## What you should do
Beginning with the line where "I need the bounding" appears, restate the lines word for word through the last one in the listing.

········

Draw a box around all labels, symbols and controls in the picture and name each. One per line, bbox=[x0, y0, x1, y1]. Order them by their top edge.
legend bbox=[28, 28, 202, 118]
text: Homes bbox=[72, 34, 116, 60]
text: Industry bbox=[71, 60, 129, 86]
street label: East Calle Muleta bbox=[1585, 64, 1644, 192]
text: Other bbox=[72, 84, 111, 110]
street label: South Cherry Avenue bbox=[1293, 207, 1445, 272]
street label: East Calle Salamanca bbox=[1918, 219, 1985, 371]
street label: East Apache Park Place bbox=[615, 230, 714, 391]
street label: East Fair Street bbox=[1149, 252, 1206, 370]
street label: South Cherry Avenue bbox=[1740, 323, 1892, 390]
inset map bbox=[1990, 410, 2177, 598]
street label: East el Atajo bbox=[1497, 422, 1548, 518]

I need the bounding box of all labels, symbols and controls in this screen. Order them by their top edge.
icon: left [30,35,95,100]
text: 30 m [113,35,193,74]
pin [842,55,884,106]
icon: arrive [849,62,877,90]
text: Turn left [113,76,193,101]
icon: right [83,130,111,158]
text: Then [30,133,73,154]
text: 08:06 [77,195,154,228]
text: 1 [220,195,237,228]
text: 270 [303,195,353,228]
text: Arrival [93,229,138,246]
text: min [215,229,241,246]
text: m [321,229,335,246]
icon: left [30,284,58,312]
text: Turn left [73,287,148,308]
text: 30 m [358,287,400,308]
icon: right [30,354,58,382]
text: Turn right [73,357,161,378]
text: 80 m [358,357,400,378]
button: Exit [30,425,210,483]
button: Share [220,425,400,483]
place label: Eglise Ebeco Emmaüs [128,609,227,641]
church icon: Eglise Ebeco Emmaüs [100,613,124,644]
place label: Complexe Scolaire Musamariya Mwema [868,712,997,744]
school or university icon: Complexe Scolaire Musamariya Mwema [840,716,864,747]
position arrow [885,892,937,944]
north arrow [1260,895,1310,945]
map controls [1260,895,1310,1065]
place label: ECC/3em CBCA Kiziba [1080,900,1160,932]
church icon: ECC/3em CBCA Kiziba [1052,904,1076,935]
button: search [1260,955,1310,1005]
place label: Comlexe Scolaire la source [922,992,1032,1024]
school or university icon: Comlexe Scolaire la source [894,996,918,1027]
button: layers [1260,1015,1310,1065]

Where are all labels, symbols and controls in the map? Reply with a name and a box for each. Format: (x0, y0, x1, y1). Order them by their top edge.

········

## Problem solution
I need the bounding box of all labels, symbols and controls in this screen. Order them by their top edge.
icon: left [30,35,95,100]
text: 30 m [113,35,193,74]
pin [842,55,884,106]
icon: arrive [849,62,877,90]
text: Turn left [113,76,193,101]
icon: right [83,130,111,158]
text: Then [30,133,73,154]
text: 08:06 [77,195,154,228]
text: 1 [220,195,237,228]
text: 270 [303,195,353,228]
text: Arrival [93,229,138,246]
text: min [215,229,241,246]
text: m [321,229,335,246]
icon: left [30,284,58,312]
text: Turn left [73,287,148,308]
text: 30 m [358,287,400,308]
icon: right [30,354,58,382]
text: Turn right [73,357,161,378]
text: 80 m [358,357,400,378]
button: Exit [30,425,210,483]
button: Share [220,425,400,483]
place label: Eglise Ebeco Emmaüs [128,609,227,641]
church icon: Eglise Ebeco Emmaüs [100,613,124,644]
place label: Complexe Scolaire Musamariya Mwema [868,712,997,744]
school or university icon: Complexe Scolaire Musamariya Mwema [840,716,864,747]
position arrow [885,892,937,944]
north arrow [1260,895,1310,945]
map controls [1260,895,1310,1065]
place label: ECC/3em CBCA Kiziba [1080,900,1160,932]
church icon: ECC/3em CBCA Kiziba [1052,904,1076,935]
button: search [1260,955,1310,1005]
place label: Comlexe Scolaire la source [922,992,1032,1024]
school or university icon: Comlexe Scolaire la source [894,996,918,1027]
button: layers [1260,1015,1310,1065]

Where are all labels, symbols and controls in the map? Reply with a name and a box for each. Format: (x0, y0, x1, y1). Order them by their top edge.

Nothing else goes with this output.